What about investors who’d seen the crisis coming (a fairly easy thing to see coming in reality) and had been in Gold since the housing bubble peak in 2005 when Gold was at between $400 and $500 dollars.
And the real prophets who began investing in Gold since 2001 while Gold was under $300 and the internet bubble was fresh off it’s popping.
- Big investors
Institutional investors and hedge funds have been increasingly putting money in gold through physical purchases on the spot or in the futures exchange market.
Yes. Absolutely correct….however the amount we are talking about today is very, very small as evidenced by the graph directly to your right.
Let’s even say that so far in 2010 Institutions and Hedge funds have really accelerated their buying of Gold and Gold mining shares and this figure is 5%….even if it were 10% we’d still only be halfway there.
There is NO BUBBLE!
- Shaken confidence
Low interest rates and quantitative easing in major recession-hit developed economies such as the U.S., euro zone and Britain have also shaken the confidence of investors in major currencies – inevitably, gold’s allure has grown.

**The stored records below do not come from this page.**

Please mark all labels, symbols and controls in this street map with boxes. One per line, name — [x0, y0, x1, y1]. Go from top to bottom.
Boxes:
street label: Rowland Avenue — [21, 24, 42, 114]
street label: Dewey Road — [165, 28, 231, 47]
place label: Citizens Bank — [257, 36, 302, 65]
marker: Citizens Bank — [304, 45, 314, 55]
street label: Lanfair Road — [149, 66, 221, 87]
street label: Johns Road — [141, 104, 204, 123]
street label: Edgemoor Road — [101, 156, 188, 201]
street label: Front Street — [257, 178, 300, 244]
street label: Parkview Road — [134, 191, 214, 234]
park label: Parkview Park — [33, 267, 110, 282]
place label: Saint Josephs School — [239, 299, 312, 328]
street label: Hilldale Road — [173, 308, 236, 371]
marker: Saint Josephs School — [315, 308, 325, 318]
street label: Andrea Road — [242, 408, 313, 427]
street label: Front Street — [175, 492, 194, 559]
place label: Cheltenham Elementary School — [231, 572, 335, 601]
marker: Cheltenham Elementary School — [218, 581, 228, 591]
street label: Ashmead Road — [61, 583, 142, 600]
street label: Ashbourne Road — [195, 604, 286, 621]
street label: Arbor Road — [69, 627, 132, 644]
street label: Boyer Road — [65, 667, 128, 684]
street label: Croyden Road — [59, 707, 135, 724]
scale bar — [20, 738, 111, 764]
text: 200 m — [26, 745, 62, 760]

Bingo! But these Johnny come lately’s are reacting to economic conditions, not being proactive and trying to see what’s next.
- Central bank gold reserves
Major central banks with sizable gold reserves have also halted sales and made known the shift in policy, with some in the emerging markets converting their currency holdings into gold reserves.
Absolutely. The Washington Agreement, as it’s known, is all but dead.
The only Central Bank selling anymore anything worth mentioning is the Central Bank of Central banks, the IMF which is selling 400 tonnes of Gold through the agreement and has sold over half of the 400 tonne total they have vowed to sell.
Soon, there won’t be ANY SELLERS!
- Mining firms
With the rising gold price, producers have also stopped selling their anticipated production forward.
En masse, absolutely and it’s about time they got bullish on the product they are mining and selling.
The buyers of the hedges got the best deal since sliced bread and were the true prophets who saw Gold’s ascent coming.
They bought copious amounts of Gold around $300 for future delivery!
Smart cookies they are.
- Exchange-traded funds
Perhaps the most significant player to enter the gold craze has been the ETFs or exchange-traded funds. These funds allow investors the opportunity to own the commodity through the purchase of ETF shares or certificates without hoarding gold in its physical form.
There is no doubt the ETF market has helping increase demand for Gold, but just how much is the question. It’s impossible to know, no matter what anyone tells you.
The most recent reasons to mistrust these types of structured product is the Foreclosure Gate fiasco.
No doubt ETF’s are increasing demand, but to 100% ensure increasing demand you have to physically own it in your possession or stored securely by yourself or someone you trust.
And heaven forbid you ever actually NEED the Gold for transactions or bartering purposes one day. There would be a 0% chance of retrieving your Gold from these structured products in that case.
- Sovereign debt default fears
Fears of sovereign debt defaults have added to the worries of investors, already rattled by stock market volatility. Add to this existing geopolitical tensions, continuing economic uncertainty and declining gold production in key mining nations and you get an idea of gold’s unshakable safe haven status.
As long as these factors persist, gold is likely to find favor among institutional investors. However, if history is any guide, one can be sure that volatility in the price of gold will be the order of the day.
As I said above. Those who took the hedges on Gold are the powers behind the political facade of government. They knew a currency crisis was coming and sovereign debt default was a real possibility.
I may even suggest they structured it this way…but I’ll leave that to wear their tin-foil hats out in the open. Mine’s still in the closet!